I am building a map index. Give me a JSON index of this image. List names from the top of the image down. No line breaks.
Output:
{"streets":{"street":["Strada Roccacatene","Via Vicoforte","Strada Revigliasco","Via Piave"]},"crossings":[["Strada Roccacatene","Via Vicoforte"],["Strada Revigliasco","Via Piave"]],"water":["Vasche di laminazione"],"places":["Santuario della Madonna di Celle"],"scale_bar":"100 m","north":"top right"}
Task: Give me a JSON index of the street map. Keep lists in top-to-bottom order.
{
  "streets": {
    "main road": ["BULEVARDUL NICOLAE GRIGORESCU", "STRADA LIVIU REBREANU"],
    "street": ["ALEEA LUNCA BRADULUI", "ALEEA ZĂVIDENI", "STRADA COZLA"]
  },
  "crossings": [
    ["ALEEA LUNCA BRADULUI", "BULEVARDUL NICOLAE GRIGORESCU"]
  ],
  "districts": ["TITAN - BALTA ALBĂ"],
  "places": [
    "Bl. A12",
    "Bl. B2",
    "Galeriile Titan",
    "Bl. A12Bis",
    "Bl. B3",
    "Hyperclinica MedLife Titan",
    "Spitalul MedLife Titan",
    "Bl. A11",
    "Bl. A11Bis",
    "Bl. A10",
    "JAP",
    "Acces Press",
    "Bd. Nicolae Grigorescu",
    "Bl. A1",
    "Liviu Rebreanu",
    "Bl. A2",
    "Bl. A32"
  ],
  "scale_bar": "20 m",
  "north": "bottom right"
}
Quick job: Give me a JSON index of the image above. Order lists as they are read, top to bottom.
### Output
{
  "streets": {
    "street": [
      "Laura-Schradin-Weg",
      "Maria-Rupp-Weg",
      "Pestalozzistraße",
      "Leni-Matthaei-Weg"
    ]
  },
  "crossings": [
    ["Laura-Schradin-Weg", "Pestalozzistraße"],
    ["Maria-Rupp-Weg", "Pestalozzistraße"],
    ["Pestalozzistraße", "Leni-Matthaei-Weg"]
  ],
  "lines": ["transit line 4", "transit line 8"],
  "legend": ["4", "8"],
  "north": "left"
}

___

EXERCISE DETAILS:
In full and word for word, write out the data above.

TASK ANSWER:
I am building a map index. Give me a JSON index of this image. List names from the top of the image down. No line breaks.
Output:
{"streets":{"street":["Strada Roccacatene","Via Vicoforte","Strada Revigliasco","Via Piave"]},"crossings":[["Strada Roccacatene","Via Vicoforte"],["Strada Revigliasco","Via Piave"]],"water":["Vasche di laminazione"],"places":["Santuario della Madonna di Celle"],"scale_bar":"100 m","north":"top right"}
Task: Give me a JSON index of the street map. Keep lists in top-to-bottom order.
{
  "streets": {
    "main road": ["BULEVARDUL NICOLAE GRIGORESCU", "STRADA LIVIU REBREANU"],
    "street": ["ALEEA LUNCA BRADULUI", "ALEEA ZĂVIDENI", "STRADA COZLA"]
  },
  "crossings": [
    ["ALEEA LUNCA BRADULUI", "BULEVARDUL NICOLAE GRIGORESCU"]
  ],
  "districts": ["TITAN - BALTA ALBĂ"],
  "places": [
    "Bl. A12",
    "Bl. B2",
    "Galeriile Titan",
    "Bl. A12Bis",
    "Bl. B3",
    "Hyperclinica MedLife Titan",
    "Spitalul MedLife Titan",
    "Bl. A11",
    "Bl. A11Bis",
    "Bl. A10",
    "JAP",
    "Acces Press",
    "Bd. Nicolae Grigorescu",
    "Bl. A1",
    "Liviu Rebreanu",
    "Bl. A2",
    "Bl. A32"
  ],
  "scale_bar": "20 m",
  "north": "bottom right"
}
Quick job: Give me a JSON index of the image above. Order lists as they are read, top to bottom.
### Output
{
  "streets": {
    "street": [
      "Laura-Schradin-Weg",
      "Maria-Rupp-Weg",
      "Pestalozzistraße",
      "Leni-Matthaei-Weg"
    ]
  },
  "crossings": [
    ["Laura-Schradin-Weg", "Pestalozzistraße"],
    ["Maria-Rupp-Weg", "Pestalozzistraße"],
    ["Pestalozzistraße", "Leni-Matthaei-Weg"]
  ],
  "lines": ["transit line 4", "transit line 8"],
  "legend": ["4", "8"],
  "north": "left"
}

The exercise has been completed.